Multi-stage builds solve this cleanly:
FROM maven:3.9-eclipse-temurin-17 AS build
WORKDIR /app
COPY pom.xml .
RUN mvn dependency:go-offline
COPY src ./src
RUN mvn package -DskipTests
FROM eclipse-temurin:17-jre-alpine
WORKDIR /app
COPY --from=build /app/target/app.jar app.jar
ENTRYPOINT ["java", "-jar", "app.jar"]
The final image contains exactly one file: your JAR. Maven, the source tree, the local .m2 cache — none of it makes it in. A typical Spring Boot app goes from 700–900MB down to 200–250MB with this change alone.
Package manager caches are not cleaned up
Even when your base image is lean, package installation leaves caches behind:
RUN apt-get update && apt-get install -y curl
This leaves the apt cache in /var/cache/apt/archives.
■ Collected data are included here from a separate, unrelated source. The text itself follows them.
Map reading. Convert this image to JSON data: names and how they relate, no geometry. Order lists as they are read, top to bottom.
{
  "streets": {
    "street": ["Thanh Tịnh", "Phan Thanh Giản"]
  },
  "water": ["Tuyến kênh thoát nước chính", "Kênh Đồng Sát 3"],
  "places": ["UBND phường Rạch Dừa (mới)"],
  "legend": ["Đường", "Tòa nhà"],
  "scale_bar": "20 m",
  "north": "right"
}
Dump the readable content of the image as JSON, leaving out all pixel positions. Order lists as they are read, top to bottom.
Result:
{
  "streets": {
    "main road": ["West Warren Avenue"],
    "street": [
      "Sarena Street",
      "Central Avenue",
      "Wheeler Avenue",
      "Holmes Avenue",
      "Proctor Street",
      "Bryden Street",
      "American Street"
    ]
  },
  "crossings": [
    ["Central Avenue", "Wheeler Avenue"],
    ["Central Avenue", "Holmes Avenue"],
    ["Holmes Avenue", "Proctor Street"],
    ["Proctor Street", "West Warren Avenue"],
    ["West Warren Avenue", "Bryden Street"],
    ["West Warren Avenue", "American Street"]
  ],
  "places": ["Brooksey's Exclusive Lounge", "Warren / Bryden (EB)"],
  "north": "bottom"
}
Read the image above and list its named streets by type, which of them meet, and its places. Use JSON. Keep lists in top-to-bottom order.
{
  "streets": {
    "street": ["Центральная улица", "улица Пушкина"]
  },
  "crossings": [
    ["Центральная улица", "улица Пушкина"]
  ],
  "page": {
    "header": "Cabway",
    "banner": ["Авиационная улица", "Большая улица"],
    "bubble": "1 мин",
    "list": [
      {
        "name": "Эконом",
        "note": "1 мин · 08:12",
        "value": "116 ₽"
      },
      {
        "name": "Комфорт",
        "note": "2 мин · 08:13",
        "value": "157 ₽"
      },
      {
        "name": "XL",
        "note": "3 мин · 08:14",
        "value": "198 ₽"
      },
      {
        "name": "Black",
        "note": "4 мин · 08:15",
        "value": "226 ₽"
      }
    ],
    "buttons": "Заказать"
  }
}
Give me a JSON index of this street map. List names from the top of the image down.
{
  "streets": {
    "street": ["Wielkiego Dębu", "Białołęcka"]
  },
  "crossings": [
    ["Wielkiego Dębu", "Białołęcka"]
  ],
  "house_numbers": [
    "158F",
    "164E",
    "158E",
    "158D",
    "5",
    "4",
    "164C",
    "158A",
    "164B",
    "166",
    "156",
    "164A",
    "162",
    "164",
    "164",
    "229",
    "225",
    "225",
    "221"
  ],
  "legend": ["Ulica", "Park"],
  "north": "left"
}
It doesn't get cleared automatically. The fix is to clean in the same RUN layer:
RUN apt-get update && apt-get install -y --no-install-recommends curl \
&& rm -rf /var/lib/apt/lists/*
The --no-install-recommends flag prevents apt from pulling in suggested packages. The rm -rf /var/lib/apt/lists/* removes the package list cache. Both need to happen in the same RUN instruction — if you run the cleanup in a separate layer, Docker has already committed the cache to the previous layer and cleaning it later does nothing to the final image size.
Same principle applies to Alpine's apk:
RUN apk add --no-cache curl
--no-cache tells apk not to create the cache in the first place.
Hidden files you're copying in
If you don't have a .dockerignore file, COPY . . copies everything: your .git directory, node_modules if it exists, target/ or build/ directories, local .env files, test fixtures, IDE config.
A minimal .dockerignore:
.git
.gitignore
target/
build/
*.log
.env
.DS_Store
node_modules/
On a project with a populated target/ directory and a .git folder with history, the build context sent to the Docker daemon can be 500MB+. Trimming this also speeds up builds because the daemon doesn't have to upload what it doesn't need.
How to diagnose what's in your image right now
Before optimizing, measure. Two tools are worth knowing:
docker history shows layer sizes:
docker history your-image:latest
This tells you which RUN instruction created a 200MB layer so you know where to focus.
dive (github.com/wagoodman/dive) is an interactive TUI that lets you browse the filesystem at each layer and see which files are eating space. Run it once on a bloated image and you'll immediately see what doesn't belong.
The tradeoffs worth knowing
Smaller base images often mean fewer debugging tools in production. You won't have curl to health-check a sidecar, no ps to inspect processes, no shell at all with distroless images. This is actually desirable from a security standpoint — less tooling means less attack surface — but it makes live debugging harder.
The practical middle ground: use a minimal runtime image in production, keep a debug variant (with a tag like :debug) that extends it with tools, and use that variant only when actively diagnosing a production issue.
What to do today
Run docker history your-image:tag on whatever you're shipping right now. If any layer is over 100MB and it's not your application runtime, that's your first target. Add a .dockerignore file if you don't have one — that's five minutes and zero risk. Then move your build to a multi-stage Dockerfile if it isn't already.
The goal isn't a perfect image. It's a measurably smaller one by the end of this sprint.